Extracted material:
+ + + +
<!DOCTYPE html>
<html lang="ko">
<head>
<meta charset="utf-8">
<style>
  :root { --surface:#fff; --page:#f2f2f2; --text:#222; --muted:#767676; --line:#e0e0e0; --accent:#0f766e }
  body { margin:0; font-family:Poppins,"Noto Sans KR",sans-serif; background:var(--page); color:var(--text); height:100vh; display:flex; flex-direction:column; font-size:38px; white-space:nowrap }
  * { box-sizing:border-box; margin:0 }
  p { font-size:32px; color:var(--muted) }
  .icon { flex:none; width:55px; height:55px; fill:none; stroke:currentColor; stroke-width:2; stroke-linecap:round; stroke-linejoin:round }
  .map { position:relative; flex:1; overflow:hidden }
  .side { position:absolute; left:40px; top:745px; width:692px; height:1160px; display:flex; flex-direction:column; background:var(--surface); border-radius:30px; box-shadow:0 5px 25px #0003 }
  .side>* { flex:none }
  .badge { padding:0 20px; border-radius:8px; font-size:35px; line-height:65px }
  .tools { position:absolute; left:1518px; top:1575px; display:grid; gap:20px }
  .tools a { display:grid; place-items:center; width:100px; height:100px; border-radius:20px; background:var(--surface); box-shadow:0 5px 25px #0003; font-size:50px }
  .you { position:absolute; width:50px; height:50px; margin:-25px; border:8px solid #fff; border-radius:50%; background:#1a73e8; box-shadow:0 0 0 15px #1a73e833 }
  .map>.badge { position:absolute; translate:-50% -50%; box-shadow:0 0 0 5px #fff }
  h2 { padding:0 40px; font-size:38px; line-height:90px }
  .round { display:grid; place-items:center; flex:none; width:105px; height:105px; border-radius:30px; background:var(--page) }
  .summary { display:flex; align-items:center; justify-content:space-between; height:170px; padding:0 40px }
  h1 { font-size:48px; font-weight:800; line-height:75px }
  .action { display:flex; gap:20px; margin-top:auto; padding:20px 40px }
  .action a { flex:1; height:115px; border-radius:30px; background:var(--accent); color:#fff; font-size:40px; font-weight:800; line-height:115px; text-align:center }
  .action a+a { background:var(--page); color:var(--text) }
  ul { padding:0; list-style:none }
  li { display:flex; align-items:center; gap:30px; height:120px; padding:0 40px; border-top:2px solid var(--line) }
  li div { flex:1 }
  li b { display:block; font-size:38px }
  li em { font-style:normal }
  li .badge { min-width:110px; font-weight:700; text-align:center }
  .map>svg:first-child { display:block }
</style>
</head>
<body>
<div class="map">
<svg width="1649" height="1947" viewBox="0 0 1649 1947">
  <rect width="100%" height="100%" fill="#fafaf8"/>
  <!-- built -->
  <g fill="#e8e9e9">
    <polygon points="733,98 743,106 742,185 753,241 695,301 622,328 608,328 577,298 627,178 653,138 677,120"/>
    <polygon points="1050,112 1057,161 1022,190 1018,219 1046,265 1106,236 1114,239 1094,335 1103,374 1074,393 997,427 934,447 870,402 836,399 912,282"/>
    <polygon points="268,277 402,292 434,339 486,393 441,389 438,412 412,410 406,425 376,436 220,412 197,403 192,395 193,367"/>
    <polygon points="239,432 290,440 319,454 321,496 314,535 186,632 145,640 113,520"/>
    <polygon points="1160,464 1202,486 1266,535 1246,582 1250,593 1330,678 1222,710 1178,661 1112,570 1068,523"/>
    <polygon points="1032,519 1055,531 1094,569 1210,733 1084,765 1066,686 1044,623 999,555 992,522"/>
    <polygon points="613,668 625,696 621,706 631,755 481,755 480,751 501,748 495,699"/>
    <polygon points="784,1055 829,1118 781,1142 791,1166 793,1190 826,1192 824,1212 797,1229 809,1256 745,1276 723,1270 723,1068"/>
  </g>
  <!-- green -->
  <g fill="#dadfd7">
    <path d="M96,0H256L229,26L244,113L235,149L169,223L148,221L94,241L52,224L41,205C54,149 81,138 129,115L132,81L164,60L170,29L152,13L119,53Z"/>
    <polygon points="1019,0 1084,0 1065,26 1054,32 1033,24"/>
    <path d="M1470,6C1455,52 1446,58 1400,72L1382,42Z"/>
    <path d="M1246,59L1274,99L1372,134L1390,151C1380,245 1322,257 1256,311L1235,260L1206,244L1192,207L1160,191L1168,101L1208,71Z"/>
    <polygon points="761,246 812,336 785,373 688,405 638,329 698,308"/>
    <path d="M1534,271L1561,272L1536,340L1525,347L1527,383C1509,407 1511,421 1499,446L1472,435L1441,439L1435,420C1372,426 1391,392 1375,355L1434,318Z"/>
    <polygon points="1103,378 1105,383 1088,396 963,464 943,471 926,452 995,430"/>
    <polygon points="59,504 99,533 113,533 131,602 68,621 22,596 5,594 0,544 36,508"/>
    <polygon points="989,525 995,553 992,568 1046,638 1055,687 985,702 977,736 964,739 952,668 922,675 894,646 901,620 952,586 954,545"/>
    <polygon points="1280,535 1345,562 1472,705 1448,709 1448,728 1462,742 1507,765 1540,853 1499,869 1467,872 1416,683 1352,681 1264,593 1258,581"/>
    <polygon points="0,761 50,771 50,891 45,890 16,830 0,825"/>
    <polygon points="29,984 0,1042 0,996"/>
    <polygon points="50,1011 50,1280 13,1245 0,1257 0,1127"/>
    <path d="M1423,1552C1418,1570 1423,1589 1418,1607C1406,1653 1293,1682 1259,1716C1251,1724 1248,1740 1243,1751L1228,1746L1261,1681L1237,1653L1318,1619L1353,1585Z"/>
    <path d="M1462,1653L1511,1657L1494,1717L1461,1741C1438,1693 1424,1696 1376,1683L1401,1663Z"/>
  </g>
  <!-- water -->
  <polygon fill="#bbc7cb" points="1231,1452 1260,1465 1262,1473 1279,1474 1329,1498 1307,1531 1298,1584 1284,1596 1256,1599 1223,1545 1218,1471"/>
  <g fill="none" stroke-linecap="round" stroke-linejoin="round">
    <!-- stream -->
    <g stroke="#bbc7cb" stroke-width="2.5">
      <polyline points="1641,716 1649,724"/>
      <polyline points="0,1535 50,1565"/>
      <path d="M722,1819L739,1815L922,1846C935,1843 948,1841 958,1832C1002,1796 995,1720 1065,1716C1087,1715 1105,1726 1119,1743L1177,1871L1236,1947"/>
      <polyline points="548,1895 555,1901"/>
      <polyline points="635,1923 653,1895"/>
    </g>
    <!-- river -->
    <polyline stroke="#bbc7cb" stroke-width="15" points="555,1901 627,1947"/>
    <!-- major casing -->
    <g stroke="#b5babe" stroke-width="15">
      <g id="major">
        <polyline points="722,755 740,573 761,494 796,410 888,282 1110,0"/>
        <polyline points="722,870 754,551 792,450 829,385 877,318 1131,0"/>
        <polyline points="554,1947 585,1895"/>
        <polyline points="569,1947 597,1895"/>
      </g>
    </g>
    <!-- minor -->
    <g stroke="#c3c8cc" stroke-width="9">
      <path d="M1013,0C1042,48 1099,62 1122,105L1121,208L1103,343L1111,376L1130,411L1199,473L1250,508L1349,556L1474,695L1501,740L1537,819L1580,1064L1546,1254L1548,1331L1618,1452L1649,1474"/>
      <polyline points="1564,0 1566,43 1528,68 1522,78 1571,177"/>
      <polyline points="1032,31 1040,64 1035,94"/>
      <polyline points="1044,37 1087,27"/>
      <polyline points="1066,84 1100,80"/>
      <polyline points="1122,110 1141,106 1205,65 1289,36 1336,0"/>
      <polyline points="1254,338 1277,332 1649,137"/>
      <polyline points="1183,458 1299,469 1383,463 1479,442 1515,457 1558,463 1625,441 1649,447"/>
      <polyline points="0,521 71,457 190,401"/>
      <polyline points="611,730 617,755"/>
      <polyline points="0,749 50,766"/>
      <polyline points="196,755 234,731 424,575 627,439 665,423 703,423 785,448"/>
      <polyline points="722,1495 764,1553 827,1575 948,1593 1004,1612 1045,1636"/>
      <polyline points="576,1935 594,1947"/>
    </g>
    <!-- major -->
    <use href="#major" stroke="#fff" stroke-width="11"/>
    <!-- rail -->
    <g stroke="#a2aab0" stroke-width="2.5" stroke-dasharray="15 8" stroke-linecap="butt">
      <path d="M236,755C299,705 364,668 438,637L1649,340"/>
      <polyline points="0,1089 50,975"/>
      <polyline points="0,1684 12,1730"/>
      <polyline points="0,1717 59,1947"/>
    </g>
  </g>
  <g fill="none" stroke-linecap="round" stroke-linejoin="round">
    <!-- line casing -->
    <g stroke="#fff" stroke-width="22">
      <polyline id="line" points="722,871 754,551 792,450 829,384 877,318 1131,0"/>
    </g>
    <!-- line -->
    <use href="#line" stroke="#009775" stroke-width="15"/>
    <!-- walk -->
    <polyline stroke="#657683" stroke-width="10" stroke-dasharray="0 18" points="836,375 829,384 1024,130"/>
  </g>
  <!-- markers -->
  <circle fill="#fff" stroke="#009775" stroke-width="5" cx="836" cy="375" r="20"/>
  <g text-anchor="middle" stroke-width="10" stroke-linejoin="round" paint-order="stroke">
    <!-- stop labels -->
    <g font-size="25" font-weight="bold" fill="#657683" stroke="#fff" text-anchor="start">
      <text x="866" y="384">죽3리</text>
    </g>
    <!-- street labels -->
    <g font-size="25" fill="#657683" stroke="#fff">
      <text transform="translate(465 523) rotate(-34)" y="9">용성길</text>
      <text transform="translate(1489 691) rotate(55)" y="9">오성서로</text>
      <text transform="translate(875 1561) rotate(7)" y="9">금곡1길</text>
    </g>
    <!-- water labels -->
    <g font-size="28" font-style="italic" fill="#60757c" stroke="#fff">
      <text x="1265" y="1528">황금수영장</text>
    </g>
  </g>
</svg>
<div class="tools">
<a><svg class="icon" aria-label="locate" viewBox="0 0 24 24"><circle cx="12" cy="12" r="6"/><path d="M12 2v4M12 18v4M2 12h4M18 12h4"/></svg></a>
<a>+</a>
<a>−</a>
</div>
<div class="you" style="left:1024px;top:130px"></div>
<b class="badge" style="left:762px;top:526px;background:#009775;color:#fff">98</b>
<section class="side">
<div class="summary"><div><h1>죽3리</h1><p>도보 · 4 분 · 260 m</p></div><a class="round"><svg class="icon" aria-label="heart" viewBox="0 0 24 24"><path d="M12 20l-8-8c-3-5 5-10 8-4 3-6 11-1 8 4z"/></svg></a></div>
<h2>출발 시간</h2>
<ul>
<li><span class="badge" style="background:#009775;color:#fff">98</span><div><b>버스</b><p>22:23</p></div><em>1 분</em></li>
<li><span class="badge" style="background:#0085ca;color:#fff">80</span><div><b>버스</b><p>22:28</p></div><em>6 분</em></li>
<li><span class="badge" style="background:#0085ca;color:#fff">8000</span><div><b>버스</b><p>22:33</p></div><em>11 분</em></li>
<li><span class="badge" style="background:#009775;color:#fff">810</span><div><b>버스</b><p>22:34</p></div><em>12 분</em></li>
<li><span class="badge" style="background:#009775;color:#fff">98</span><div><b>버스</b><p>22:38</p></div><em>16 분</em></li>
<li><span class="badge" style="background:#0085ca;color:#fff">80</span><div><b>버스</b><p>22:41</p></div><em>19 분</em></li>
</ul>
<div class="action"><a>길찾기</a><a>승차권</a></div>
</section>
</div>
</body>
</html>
+ + + +
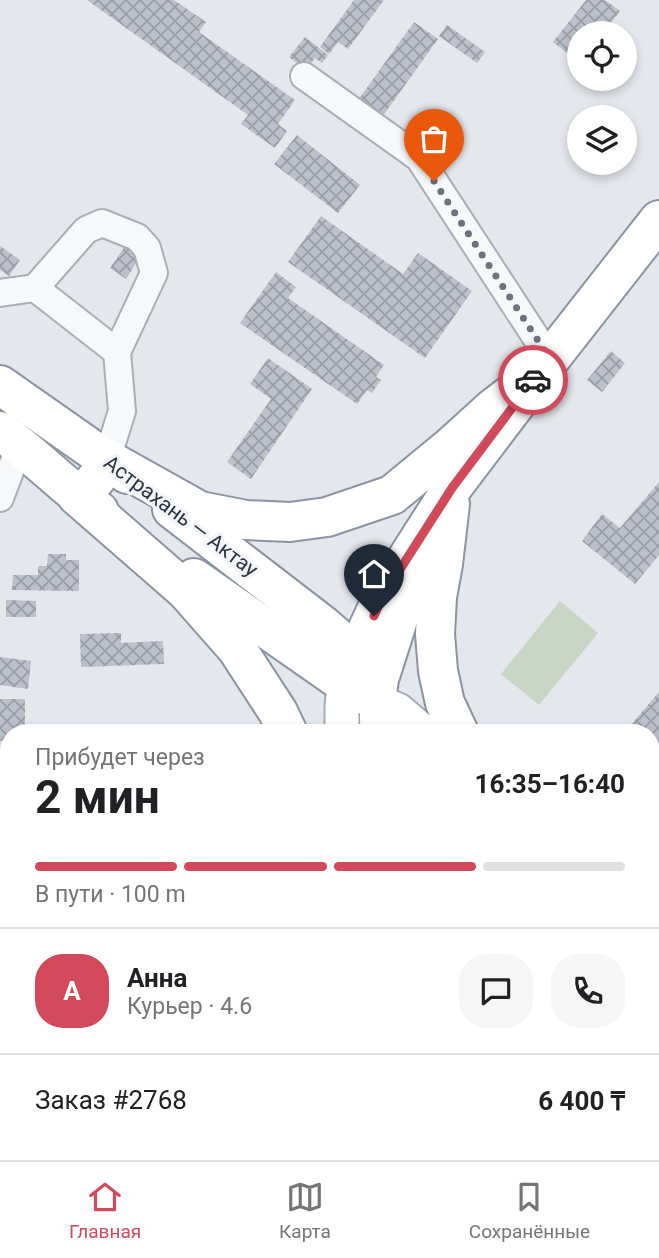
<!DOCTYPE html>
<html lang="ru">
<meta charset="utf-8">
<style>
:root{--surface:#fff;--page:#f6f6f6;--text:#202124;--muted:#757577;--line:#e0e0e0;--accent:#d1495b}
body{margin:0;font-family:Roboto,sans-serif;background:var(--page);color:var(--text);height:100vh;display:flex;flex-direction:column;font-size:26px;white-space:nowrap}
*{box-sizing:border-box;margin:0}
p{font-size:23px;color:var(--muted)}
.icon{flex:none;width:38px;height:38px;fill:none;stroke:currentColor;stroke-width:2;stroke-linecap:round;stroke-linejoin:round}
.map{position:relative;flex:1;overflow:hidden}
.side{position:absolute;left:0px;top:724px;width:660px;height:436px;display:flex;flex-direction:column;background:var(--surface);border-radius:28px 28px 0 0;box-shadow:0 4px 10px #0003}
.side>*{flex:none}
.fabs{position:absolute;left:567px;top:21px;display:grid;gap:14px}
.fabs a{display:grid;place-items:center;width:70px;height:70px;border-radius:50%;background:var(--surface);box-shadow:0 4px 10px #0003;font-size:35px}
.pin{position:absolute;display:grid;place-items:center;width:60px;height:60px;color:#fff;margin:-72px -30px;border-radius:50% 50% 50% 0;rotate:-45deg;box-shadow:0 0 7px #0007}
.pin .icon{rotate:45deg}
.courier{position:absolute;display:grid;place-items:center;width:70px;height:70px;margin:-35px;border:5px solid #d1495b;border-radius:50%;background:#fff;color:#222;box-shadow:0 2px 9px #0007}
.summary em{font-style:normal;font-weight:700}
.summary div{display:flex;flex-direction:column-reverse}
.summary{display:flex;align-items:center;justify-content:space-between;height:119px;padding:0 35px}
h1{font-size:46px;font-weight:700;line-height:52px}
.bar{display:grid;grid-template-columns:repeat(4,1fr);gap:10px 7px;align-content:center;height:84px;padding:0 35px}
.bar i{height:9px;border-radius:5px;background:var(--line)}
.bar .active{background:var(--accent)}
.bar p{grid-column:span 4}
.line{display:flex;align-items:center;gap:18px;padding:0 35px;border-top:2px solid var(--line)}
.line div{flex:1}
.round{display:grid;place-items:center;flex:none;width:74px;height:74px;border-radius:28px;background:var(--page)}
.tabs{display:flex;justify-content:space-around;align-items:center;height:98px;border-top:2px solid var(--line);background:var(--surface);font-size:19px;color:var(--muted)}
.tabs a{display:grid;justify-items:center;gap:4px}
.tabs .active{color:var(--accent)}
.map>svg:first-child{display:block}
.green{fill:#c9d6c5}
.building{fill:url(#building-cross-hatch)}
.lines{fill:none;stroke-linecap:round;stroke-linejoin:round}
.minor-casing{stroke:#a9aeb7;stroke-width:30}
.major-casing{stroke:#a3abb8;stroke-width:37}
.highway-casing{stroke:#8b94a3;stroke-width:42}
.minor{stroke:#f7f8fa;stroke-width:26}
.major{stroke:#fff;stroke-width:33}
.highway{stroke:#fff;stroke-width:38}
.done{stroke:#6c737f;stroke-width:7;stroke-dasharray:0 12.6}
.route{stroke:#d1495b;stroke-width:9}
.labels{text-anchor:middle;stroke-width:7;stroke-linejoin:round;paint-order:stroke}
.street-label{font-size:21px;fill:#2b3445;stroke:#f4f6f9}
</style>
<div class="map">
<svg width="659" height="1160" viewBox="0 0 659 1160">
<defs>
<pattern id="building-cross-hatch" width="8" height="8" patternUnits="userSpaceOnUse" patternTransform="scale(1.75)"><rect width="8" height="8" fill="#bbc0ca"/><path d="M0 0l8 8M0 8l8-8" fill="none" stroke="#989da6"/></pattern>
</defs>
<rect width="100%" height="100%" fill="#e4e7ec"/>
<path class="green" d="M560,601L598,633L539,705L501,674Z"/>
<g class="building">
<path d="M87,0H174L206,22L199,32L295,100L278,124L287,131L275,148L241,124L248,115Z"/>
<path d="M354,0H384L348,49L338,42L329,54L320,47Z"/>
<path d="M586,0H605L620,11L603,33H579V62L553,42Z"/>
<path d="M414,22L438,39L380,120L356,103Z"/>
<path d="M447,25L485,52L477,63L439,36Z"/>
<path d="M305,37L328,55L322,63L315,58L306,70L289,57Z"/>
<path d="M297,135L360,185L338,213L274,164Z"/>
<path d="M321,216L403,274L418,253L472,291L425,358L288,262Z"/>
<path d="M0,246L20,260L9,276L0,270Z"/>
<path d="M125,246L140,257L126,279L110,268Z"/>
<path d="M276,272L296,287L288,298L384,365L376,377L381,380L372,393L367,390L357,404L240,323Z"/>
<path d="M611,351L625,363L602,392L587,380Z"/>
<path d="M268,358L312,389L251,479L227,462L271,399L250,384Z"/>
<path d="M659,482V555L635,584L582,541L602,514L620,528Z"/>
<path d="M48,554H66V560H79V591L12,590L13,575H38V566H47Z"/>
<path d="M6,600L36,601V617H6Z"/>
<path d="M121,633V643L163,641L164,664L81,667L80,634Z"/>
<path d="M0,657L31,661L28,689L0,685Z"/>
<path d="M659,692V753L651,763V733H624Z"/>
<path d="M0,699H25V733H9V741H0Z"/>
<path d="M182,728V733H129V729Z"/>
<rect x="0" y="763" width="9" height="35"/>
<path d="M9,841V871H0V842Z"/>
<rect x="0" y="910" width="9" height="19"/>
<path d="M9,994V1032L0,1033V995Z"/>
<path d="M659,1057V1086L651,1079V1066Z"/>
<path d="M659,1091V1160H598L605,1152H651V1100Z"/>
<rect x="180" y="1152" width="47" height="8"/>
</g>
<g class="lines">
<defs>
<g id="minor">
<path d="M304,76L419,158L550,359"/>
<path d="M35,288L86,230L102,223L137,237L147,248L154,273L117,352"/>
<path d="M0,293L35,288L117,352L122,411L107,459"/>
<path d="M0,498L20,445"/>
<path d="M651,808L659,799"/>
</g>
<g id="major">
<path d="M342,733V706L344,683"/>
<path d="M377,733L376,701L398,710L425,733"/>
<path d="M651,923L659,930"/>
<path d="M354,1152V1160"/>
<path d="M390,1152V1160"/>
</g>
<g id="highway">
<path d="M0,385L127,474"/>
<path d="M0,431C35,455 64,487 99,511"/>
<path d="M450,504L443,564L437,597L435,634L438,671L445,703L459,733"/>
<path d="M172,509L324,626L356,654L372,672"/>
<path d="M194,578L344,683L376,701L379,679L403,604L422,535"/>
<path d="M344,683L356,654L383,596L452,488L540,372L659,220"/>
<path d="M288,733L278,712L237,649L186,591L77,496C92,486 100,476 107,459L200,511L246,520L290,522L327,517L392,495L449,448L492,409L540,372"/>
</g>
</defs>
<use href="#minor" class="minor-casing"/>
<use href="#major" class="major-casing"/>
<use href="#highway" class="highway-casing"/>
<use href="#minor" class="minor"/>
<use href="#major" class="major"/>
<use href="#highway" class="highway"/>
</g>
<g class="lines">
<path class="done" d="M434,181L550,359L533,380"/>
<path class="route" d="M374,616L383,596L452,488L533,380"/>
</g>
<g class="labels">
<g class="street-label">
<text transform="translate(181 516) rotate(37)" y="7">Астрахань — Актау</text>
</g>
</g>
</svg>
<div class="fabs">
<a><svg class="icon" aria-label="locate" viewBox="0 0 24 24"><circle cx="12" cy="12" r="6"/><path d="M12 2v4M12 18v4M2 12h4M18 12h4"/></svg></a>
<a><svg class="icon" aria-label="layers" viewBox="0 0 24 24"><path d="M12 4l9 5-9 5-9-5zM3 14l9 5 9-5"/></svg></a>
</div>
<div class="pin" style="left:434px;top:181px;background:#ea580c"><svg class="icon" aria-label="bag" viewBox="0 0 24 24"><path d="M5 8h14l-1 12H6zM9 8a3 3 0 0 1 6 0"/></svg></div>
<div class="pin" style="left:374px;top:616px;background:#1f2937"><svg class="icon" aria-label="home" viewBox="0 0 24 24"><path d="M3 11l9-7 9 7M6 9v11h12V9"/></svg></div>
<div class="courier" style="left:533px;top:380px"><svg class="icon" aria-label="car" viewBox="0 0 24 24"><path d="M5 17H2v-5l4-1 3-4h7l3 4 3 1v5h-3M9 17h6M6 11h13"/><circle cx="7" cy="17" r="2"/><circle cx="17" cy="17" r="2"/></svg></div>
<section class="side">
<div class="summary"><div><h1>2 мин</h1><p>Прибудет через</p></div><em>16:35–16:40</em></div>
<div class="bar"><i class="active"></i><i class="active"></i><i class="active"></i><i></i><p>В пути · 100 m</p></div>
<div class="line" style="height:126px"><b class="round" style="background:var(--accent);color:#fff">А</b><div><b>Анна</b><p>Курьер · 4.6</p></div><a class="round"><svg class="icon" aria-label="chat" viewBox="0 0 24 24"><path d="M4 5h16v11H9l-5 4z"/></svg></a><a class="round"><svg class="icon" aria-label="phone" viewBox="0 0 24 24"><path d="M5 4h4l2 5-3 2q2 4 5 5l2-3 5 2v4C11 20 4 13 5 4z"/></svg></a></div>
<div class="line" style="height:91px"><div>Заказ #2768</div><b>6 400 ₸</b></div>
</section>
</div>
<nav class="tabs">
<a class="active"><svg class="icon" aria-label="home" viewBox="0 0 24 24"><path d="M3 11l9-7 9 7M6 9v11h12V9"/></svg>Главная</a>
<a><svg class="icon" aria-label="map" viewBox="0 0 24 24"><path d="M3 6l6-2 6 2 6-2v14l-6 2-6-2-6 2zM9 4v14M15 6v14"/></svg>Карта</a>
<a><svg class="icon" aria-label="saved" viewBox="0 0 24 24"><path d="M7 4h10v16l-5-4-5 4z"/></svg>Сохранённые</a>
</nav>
+ + + +
What is required: Check each line above for the string "sizing" and return those that contain it.

Task answer:
  * { box-sizing:border-box; margin:0 }
*{box-sizing:border-box;margin:0}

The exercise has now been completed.